Филипп Ван-Паттен, секретарь Центрального рабочего союза в Нью-Йорке[232], писал мне (2 апреля сего года) следующее:

«В связи с недавней демонстрацией в честь Карла Маркса, в которой объединились все фракции, чтобы выразить свое уважение к покойному мыслителю, Иоганн Мост и его друзья заявили во всеуслышание, что он, Мост, был лично близок с Карлом Марксом, что он сделал популярным в Германии его сочинение «Капитал» и что Маркс одобрял проводившуюся Мостом пропаганду. — Мы очень высокого мнения о талантах и о деятельности Маркса, и мы не можем поверить, чтобы он сочувствовал анархистскому, дезорганизаторскому образу мыслей и действий Моста. Нельзя ли поэтому узнать ваше мнение об отношении Маркса к вопросу: анархия и социал-демократия? Несвоевременная и нелепая болтовня Моста уже вызвала большое замешательство, и для нас крайне неприятно слышать, что столь высокоавторитетное лицо, как Маркс, одобряло подобную тактику».

Я ответил на это 18 апреля следующим письмом, которое перевожу здесь на немецкий язык[233]:

«Мой ответ на ваш вопрос от 2 апреля об отношении Карла Маркса к анархистам вообще и к Иоганну Мосту в частности будет краток и ясен.

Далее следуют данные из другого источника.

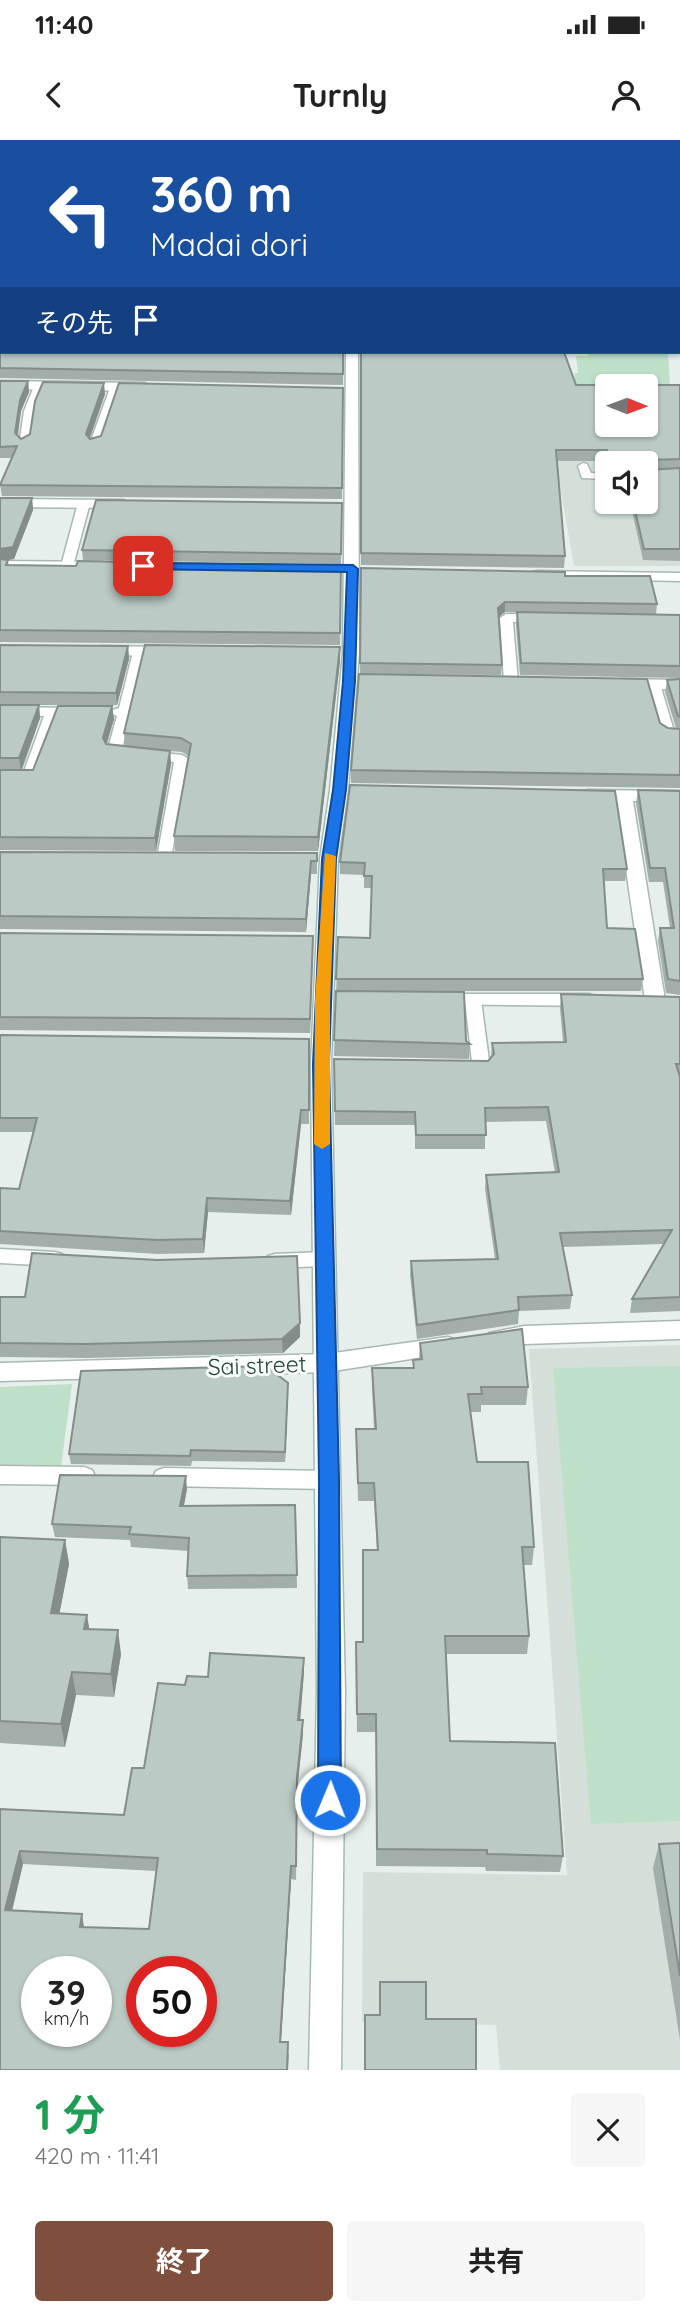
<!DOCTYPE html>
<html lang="ja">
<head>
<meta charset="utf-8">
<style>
	:root { --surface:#fff; --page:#f6f6f6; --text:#222; --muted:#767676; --accent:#804e3d }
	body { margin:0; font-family:Quicksand,"Noto Sans JP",sans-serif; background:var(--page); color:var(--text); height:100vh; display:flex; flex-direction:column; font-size:26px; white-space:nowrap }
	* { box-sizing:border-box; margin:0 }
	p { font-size:23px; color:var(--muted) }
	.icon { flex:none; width:38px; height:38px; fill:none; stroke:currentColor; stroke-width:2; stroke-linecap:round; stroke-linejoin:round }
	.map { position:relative; height:1930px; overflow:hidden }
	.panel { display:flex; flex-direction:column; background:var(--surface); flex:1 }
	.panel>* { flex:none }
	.guide { position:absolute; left:0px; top:0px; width:681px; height:214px; box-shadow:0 2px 5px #0004; background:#1a4fa0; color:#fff; overflow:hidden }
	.needle { width:46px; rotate:91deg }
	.buttons { position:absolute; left:595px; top:234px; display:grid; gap:14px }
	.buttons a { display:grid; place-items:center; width:63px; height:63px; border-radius:7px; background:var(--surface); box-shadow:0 2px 5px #0004; font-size:35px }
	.speed { position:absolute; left:21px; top:1816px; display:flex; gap:14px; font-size:35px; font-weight:700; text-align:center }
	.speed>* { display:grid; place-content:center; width:91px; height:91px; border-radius:50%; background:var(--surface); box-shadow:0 2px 5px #0004; line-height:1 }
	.speed small { font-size:18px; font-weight:400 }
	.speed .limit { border:10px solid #d22; background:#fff; color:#111 }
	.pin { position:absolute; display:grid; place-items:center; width:60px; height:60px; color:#fff; margin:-30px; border-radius:14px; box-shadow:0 4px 10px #0006 }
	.me { position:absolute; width:77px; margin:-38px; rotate:1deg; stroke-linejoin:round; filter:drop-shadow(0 0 5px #0008) }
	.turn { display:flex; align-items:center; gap:24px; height:147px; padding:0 35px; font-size:32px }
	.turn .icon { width:91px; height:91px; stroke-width:2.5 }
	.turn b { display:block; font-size:49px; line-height:60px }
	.then { display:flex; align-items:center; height:66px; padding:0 35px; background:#0003; gap:14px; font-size:26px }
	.round { display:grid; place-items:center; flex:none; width:74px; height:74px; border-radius:7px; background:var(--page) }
	.head { display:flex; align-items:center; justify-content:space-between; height:119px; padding:0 35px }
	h1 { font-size:42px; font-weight:700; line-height:52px; color:#1e9e55 }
	.action { display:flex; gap:14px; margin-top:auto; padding:14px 35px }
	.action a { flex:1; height:80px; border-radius:7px; background:var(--accent); color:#fff; font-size:28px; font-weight:700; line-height:80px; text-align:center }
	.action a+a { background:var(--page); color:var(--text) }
	.status { display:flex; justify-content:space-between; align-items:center; height:49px; padding:0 35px; background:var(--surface); direction:ltr }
	.status svg { height:19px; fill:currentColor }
	header { display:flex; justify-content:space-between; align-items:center; height:91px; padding:0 35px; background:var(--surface); font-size:32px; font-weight:700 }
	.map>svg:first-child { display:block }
	.built { fill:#d4dfda; fill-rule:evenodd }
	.green { fill:#bfe0c8 }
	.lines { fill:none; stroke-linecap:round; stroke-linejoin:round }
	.service-casing { stroke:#a8b8b2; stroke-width:3 }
	.minor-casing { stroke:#a8b8b2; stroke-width:3 }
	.tertiary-casing { stroke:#a8b8b2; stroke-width:3 }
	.secondary-casing { stroke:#a4bbb3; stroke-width:3 }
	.service { fill:#fff; fill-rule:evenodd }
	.minor { fill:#fff; fill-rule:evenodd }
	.tertiary { fill:#fff; fill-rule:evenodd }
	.secondary { fill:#fff; fill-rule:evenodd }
	.wall { fill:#a1aea9; fill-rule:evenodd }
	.shaded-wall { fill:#838d89 }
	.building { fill:#bbcac4; stroke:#838d89; stroke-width:2; fill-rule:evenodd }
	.route { fill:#1a73e8; stroke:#114b97; stroke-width:2 }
	.slow { fill:#f59e0b }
	.labels { text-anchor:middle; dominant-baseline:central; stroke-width:6; stroke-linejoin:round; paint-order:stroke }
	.street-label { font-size:23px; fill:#24423a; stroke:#f7fbf9 }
</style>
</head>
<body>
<div class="status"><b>11:40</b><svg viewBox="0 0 49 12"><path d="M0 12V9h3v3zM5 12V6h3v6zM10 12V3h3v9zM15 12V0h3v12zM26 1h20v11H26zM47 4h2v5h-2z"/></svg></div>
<header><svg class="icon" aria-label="back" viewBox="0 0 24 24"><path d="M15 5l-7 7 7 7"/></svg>Turnly<svg class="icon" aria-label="person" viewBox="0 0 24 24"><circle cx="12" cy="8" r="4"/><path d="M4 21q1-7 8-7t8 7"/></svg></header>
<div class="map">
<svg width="680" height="1930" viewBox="0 0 680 1930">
	<rect width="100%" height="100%" fill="#e6efeb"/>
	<!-- built -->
	<path class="built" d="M543,249L607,285H646L680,249V426H574ZM607,324H646V362H607Z
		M680,1205V1930H500L496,1885L362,1882L363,1732L567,1735L529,1209Z"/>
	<!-- green -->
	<path class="green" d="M588,212H668L670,248H574L575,233H578L576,216H588Z
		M680,1226V1681L591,1684L553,1228Z
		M72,1244L61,1327H0V1247Z"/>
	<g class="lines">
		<!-- service casing -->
		<g class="service-casing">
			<path id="service" d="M35,244L44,246L34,271L29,305L24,308L19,305L24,271Z
				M111,245L120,247L99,306L90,308L89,306Z
				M583,323L587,324L591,333H607V339L582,338L578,326Z
				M84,360L90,363L73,426L63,429L61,426L78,363Z
				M506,474H539L545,478L539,482H513L518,542L511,546L504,542L500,478Z
				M139,508L145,512L122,609L182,615L189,619L171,718L164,722L157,718L174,622L114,616L107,612L117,576L106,572L119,568L133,512Z
				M653,540L660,544L674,591H680V599H668L661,595L646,544Z
				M0,567L78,568L85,572L78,576H58L33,641H0V633L23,634L44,576L0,575Z
				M473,855L481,860L490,928C483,937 463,937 456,928L459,924L472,922L465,860Z
				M0,1109L55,1112L62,1114L65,1119L62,1124L55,1126L0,1123Z
				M324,1112L331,1114L334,1119L331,1124L324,1126L275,1128L268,1126L265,1121L268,1116L275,1114Z
				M0,1326L84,1327L92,1330L95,1336L92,1342L84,1345L0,1344Z
				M164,1328L329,1331L337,1334L340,1340L337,1346L329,1349L164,1346L156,1343L153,1337L156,1331Z"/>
		</g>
		<!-- minor casing -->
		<g class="minor-casing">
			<path id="minor" d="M0,241L145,243L151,247L145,251L0,249Z
				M0,359L124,360L131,364L124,368L0,367Z
				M101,506L171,507L179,512L171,517L96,514L93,511Z
				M621,539L680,540V550L615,547L613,544Z
				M588,650L680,651V661H633L665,860L662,864L655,866L645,860L616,660L582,659L579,655L582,651Z
				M437,854H590L600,860L590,866L430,864L427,860Z
				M680,1181V1199L524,1204L497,1208L489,1205L485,1199L489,1193L524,1186Z
				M448,1197L456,1200L460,1206L456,1212L327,1232L0,1241V1223L327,1214Z"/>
		</g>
		<!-- tertiary casing -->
		<g class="tertiary-casing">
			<path id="tertiary" d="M679,108H680V114H679Z
				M0,421L103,422L110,426L103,430L0,429Z
				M537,431L680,433V441L532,438V432Z"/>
		</g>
		<!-- secondary casing -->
		<g class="secondary-casing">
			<path id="secondary" d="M341,0H351V2H342Z
				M346,212H358L359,513L348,650L338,719L331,924L345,1552L341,1930H309L317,1552L311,924L320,719L330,650L343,513Z"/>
		</g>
		<!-- service -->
		<use href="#service" class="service"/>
		<!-- minor -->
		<use href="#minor" class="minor"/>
		<!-- tertiary -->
		<use href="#tertiary" class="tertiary"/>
		<!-- secondary -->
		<use href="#secondary" class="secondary"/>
	</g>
	<!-- wall -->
	<path class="wall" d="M2,2V75H0V3Z
		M0,98H2V212H345H343V245L0,238Z
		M361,212L576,245H680V421L643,420L630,362H646V324H607V327L606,321H557L565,416L564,428L361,425Z
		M0,241H28L29,252L21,271L18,296L21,299L105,254L90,299L343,248L342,359L2,356L0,345L12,318H0Z
		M0,358H32L33,370L14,419L7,420L9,425L76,426H341L340,505L0,502Z
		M342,363L341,424L83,420L82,410Z
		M361,428L565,436L657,464L656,474L505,472L499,477L502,525L501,535L360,534Z
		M517,472L680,475V538L520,535L516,485Z
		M0,505L128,506L129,519L117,565H39L40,578L22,630H33L112,566L114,579L107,604L125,606L124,593L340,521L318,711H175L174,696L188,616L182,612L159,610L170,611L171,624L156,711L0,710Z
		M680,539V648L351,643V630L660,583L668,588H676L665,552L667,540Z
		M638,650L680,651V855L666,853L658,801L660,788H670L663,742H649L636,663Z
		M0,712L317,713V734H311L306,792L0,789Z
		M340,722L627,729L625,741H604L607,788L643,839L641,851H365L466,901L470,904L469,919L334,916L338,797L370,798L372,748H364V735L340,734Z
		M0,793L313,796L310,893L0,890Z
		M561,854L680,857V1171L630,1173L632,1159L664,1104L563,1107L572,1155L570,1169L519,1171L518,1184L417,1199L410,1135L411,1121L495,1119L485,1049L486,1035L555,1033L546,981L485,982V1009H415V985H335L334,919L488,921L491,917L492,903L563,902L560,868Z
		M0,895L309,899V984H301L291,1075L208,1072L204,1113L158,1114L0,1104V1048L19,1049L33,992H0Z
		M0,1157L300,1197L283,1213L86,1218L0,1217Z
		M420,1203L528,1247L526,1265H481V1272H470L477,1322L534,1407L532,1425H523L529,1496L527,1514H446L450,1601L563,1716L560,1732L486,1731L485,1727L376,1726V1592H357L356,1520L363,1502L377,1410L374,1361H358L356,1289H374L372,1247V1228H413V1220L419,1219Z
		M288,1253L285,1322L192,1321L191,1326L71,1324L69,1314Z
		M187,1349L184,1366L295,1365L297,1448L188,1449L187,1436L188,1411L131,1407L130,1400L55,1397L52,1384Z
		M0,1397L65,1400L69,1424L59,1474L89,1489L121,1514L114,1557L76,1555L65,1607L0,1603Z
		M304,1532L300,1580H303V1594L297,1651L296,1740L291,1739L281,1902L289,1915L288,1930H0V1669L124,1675L144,1628L185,1545L208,1537ZM23,1724L156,1731L149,1789L84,1787L12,1771Z
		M680,1703V1900L653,1728L659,1704Z"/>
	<!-- shaded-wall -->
	<path class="shaded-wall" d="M2,84V95L0,97V86Z
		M28,241L29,252L21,271L16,305L15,293L20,260Z
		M104,243L105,254L87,305L86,294Z
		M32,358L33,370L14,419L0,421V409Z
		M505,462V472L497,478L498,468Z
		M128,506L129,519L117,565L116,553Z
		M340,507V521L318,711V697Z
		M39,565L40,578L21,631L19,618Z
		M112,566L114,579L104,611L103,598Z
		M170,611L171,624L156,711L155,698Z
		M311,721V734L306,792V779Z
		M313,796V810L310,893V879Z
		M301,970V984L291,1075L290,1061Z
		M207,1058L208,1072L204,1113L203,1099Z
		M300,1183V1197L283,1213L282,1199Z
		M288,1243V1253L285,1322V1312Z
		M186,1336L187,1349L181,1379L180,1366Z
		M65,1400L69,1424L55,1497L51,1473Z
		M87,1475L91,1499L84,1489Z
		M118,1490L121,1514L114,1557L111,1534Z
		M304,1518V1532L299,1594L298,1580Z
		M72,1532L76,1555L65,1607L61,1584Z
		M303,1580V1594L297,1651L296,1740L297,1637Z
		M20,1711L23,1724L9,1783L5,1770Z
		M291,1726V1739L280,1914V1902Z
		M82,1774L84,1787H80Z"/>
	<!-- building -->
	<path class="building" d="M2,0H337V2H2V47H0V3Z
		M413,0H680V30H679V2H413Z
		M0,55H2V66H0Z
		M0,75H2V84L0,86Z
		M0,98H2V132H0Z
		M0,142H2V177H0Z
		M0,186H2V212H343V234L0,228Z
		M361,212H564L576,245H680V319L645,320L647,330L680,328V409H644L633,362H646V324H625L624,319H609L607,310H556L565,416L361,413ZM607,247H646V285H607Z
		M0,241H28L20,260L15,293L21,299L30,294L35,261L43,242L104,243L86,294L90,299L101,296L119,243L343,248L342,348L0,345L17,306L0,307Z
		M0,358H32L13,407L0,409Z
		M96,360L342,363L341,414L82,410Z
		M0,419L8,420L6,425L76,426L78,421L341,426L340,493L0,490Z
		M361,428L565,432V436H650L657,464L505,462L498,468L502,525L360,523Z
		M517,472L680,475V526L521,523Z
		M0,505L128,506L116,553L0,552Z
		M145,505L340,507L318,697L174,696L191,604L181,598L124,593Z
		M359,534L647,539L660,583L668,588L680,589V635L351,630Z
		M680,539V577L678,576L667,540Z
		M0,565H39L19,618H0Z
		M58,566H112L103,598L106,604L170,611L155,698L0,697V630H33Z
		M350,645L615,651L627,729H603L607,788L635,789L643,839H336L338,797L370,798L372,736H364L365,723L340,722Z
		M638,650L680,651V841L668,839L660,788H674L665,728H650Z
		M0,712L317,713V721H311L306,779L0,776Z
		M0,793L313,796L310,879L0,877Z
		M336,851L464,852L466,901L470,904L334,900Z
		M561,854L680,857V924H676L680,937V1157L632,1159L672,1090L560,1093L572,1155L518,1157L519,1170L417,1185L411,1121L498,1119L486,1035L559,1032L548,967L485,968L486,995H416L415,972L335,971L334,919L488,921L494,914L492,903L566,902Z
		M0,895L309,899V970H301L290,1061L207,1058L203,1099L157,1100L0,1091V1048L19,1049L37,978H0Z
		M32,1113L157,1120L297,1116L300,1183L282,1199L85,1204L0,1203V1157H25Z
		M522,1189L528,1247H481L482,1254H468L477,1322H528L534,1407H522L529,1496H445L450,1601L555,1603L563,1716L487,1714V1710L377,1709L376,1574H357L356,1502H363V1410H378L374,1343H358L356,1289H376L372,1228H414L413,1220L422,1219L420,1203Z
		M266,1226L288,1243L285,1312L191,1310L190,1316L69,1314L81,1231Z
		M60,1335L186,1336L180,1366L295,1365L297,1435L187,1436L189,1398L129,1394L131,1387L52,1384Z
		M0,1397L65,1400L51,1473L87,1475L84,1489L118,1490L111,1534L72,1532L61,1584L0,1581Z
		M210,1513L304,1518L298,1580H303L297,1637L296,1726H291L280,1902H288L287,1930H0V1669L124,1675L132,1628H144L158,1543L185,1545L187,1536L208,1537ZM20,1711L158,1718L149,1789L80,1787L82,1774L5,1770ZM37,1832H96V1892H37ZM142,1832H201V1892H142Z
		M680,1703V1836L659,1704Z
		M380,1842H426V1879H476V1930H365V1875H380Z"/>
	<!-- route -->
	<path class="route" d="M143,423L353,425L358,429L355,541L346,650L336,719L329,924L339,1340L341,1660L337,1668L330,1671L322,1668L318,1660L319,1340L313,924L322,719L333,650L343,541L347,432L139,429L138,426Z"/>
	<!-- slow -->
	<path class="slow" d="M325,713L336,716L330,860V1004L322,1009L314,1004L315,860Z"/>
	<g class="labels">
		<!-- street labels -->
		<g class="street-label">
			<text transform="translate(257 1225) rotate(-2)">Sai street</text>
		</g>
	</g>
</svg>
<div class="buttons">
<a><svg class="needle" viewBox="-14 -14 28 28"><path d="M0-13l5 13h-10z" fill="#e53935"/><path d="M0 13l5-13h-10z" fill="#767676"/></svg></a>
<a><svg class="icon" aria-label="sound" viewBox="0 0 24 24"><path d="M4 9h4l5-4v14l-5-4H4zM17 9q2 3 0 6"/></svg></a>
</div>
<div class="speed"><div>39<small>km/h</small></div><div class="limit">50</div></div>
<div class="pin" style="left:143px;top:426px;background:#d93025"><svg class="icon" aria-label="arrive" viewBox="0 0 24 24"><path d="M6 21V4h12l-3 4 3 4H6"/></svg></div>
<svg class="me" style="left:330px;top:1660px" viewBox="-20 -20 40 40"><circle r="17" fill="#1a73e8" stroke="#fff" stroke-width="3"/><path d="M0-11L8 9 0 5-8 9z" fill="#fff"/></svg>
<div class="guide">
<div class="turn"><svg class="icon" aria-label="left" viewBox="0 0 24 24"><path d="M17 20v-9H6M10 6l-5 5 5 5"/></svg><div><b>360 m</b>Madai dori</div></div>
<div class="then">その先<svg class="icon" aria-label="arrive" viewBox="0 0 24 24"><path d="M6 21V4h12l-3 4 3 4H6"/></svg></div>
</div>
</div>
<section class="panel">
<div class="head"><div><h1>1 分</h1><p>420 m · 11:41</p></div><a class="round"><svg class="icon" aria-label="close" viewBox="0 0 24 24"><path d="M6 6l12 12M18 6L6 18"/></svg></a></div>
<div class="action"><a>終了</a><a>共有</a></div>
</section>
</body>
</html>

Маркс и я с 1845 г.[234] держались того взгляда, что одним из конечных результатов грядущей пролетарской революции будет постепенное отмирание политической организации, носящей название государство. Главной целью этой организации всегда было обеспечивать при помощи вооруженной силы экономическое угнетение трудящегося большинства особо привилегированным меньшинством. С исчезновением этого особо привилегированного меньшинства исчезнет и необходимость в вооруженной силе угнетения, в государственной власти. Но в то же время мы всегда держались того взгляда, что для достижения этой и других, гораздо более важных целей грядущей социальной революции рабочий класс должен прежде всего овладеть организованной политической властью государства и с ее помощью подавить сопротивление класса капиталистов и организовать общество по-новому. Это можно прочесть уже в «Коммунистическом манифесте», написанном в 1847 г., глава вторая, заключительная часть[235].